Although the West Side stadium is now nothing more than a bad memory, dreams of hosting the 2012 Olympics are still dancing in many a New Yorker’s head. Even Secretary of State Condoleezza Rice found time in her whirlwind schedule to join Mayor Bloomberg in the June 28 send off rally at City Hall Park.

“This is the story of a city refusing to quit,” Rice cheered. “There is no better place than New York to host the Olympics.”

Packed shoulder to shoulder in the sweltering June heat, the crowd cheered and waved white flags emblazoned with the NYC2012 logo.

Past Olympians and Paralympians, athletes from the Special Olympics, gathered onstage to bid the delegation adieu as they head off to Singapore where the winning city will be announced on July 6.

“People say we’re the underdog,” said former Olympic swimmer Summer Sanders. “Well, the best races in the Olympics are when the underdog touches the wall first, and it happens often.”

Like a good underdog, Ben Vereen from Brooklyn belted a cheesy rendition of Frank Sinatra’s “New York, New York” and when the Olympic theme song blared over loud speakers on a loop, the crowd chanted, “New York!
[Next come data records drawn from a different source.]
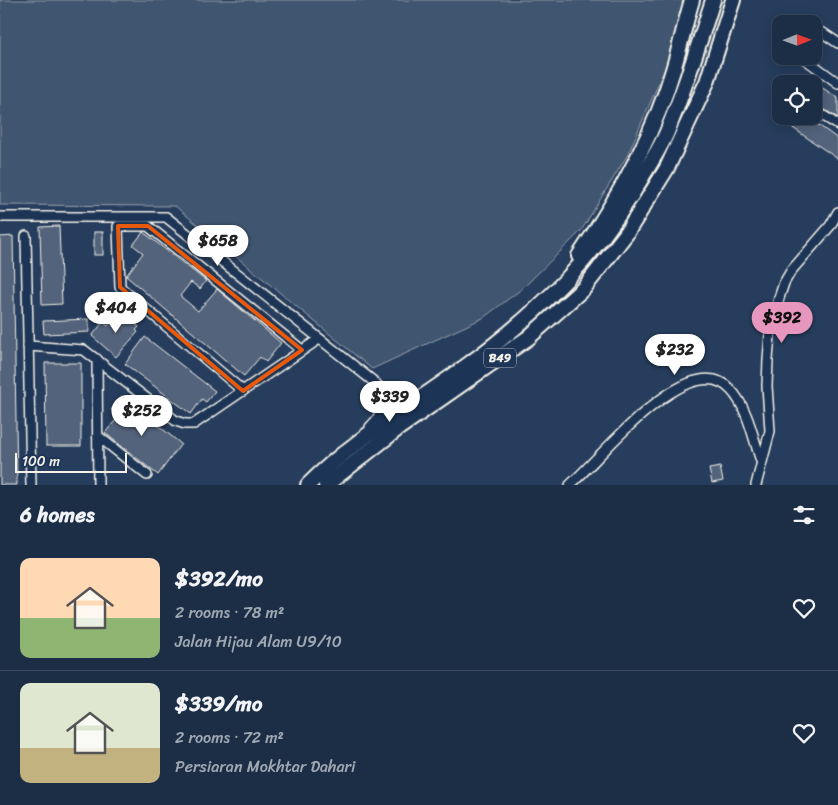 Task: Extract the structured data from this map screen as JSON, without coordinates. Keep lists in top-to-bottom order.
{
  "streets": {
    "main road": ["B49"]
  },
  "scale_bar": "100 m",
  "north": "right",
  "page": {
    "price": [
      "$658",
      "$404",
      "$392",
      "$232",
      "$339",
      "$252"
    ],
    "scale": "100 m",
    "heading": "6 homes",
    "list": [
      {
        "name": "$392/mo",
        "note": "2 rooms · 78 m² · Jalan Hijau Alam U9/10"
      },
      {
        "name": "$339/mo",
        "note": "2 rooms · 72 m² · Persiaran Mokhtar Dahari"
      }
    ]
  }
}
New York!”

Alas, there may be such a thing as too much spirit.

Burying a Wedge issue

It seems even Daniel Libeskind, World Trade Center site plan architect, no longer thinks his “Wedge of Light” plaza will have dramatic lighting effects on sunny Sept. 11 mornings. Libeskind, in a New York Times Op-Ed piece last week, did not repeat his previous claims that “the sun will shine without shadow” on the plaza on Sept. 11 from 8:46 a.m., when the first plane hit, to 10:28 a.m., when the second tower collapsed.

Gov. George Pataki was beaming about the plaza symbolism when he announced Libeskind’s selection in Feb. 2003, but then architect Eli Attia cast a cloud over the Wedge when he showed that a Downtown building he designed, the Millenium Hotel, and others nearby would produce lots of shadows on September mornings. Libeskind gave a hard to understand the explanation that somehow light and not shadows would reflect off the buildings into the plaza. Lower Manhattan Development Corporation officials said he was working on computer models to explain it, but they never came. The possibility of truth in the Wedge’s promise was put even further in doubt when Santiago Calatrava unveiled his highly-praised design for the train center last year.

Libeskind didn’t come completely clean last week, but he did write that the plaza’s “shape was inspired by the configuration of sunlight” on Sept. 11. Thanks for the triangle Dan.

The new boss

In her first move as head of Community Board 1, Julie Menin shook up the board leadership, tossing some old committee chairs aside for newer faces. “I focused on allowing some new voices to be heard, while still maintaining some continuity,” she told board members in a memo this week.

Catherine McVay Hughes will now sit at the head of the prestigious World Trade Center Redevelopment Committee with Michael Connnolly as her co-chair. The Landmarks Committee will flip its leadership, with Roger Byrom, formerly co-chair taking the reigns from Bruce Ehrmann and Ehrmann moving down a rung into Byrom’s old seat. Pat Moore, with John Fratta as co-chair, will chair a new Quality of Life Committee. Joel Kopel will chair a Small Business Task Force and Bill Love will chair an Internal Workings of the Board Task Force with Tim Lannan as his co-chair (An interesting pairing since Love opposed the board’s controversial Code of Conduct proposal and Lannan helped write it). Carole DeSaram will now chair the Tribeca Committee and Linda Belfer will steer the Battery Park City Committee. The other neighborhood committee chairs will keep their posts.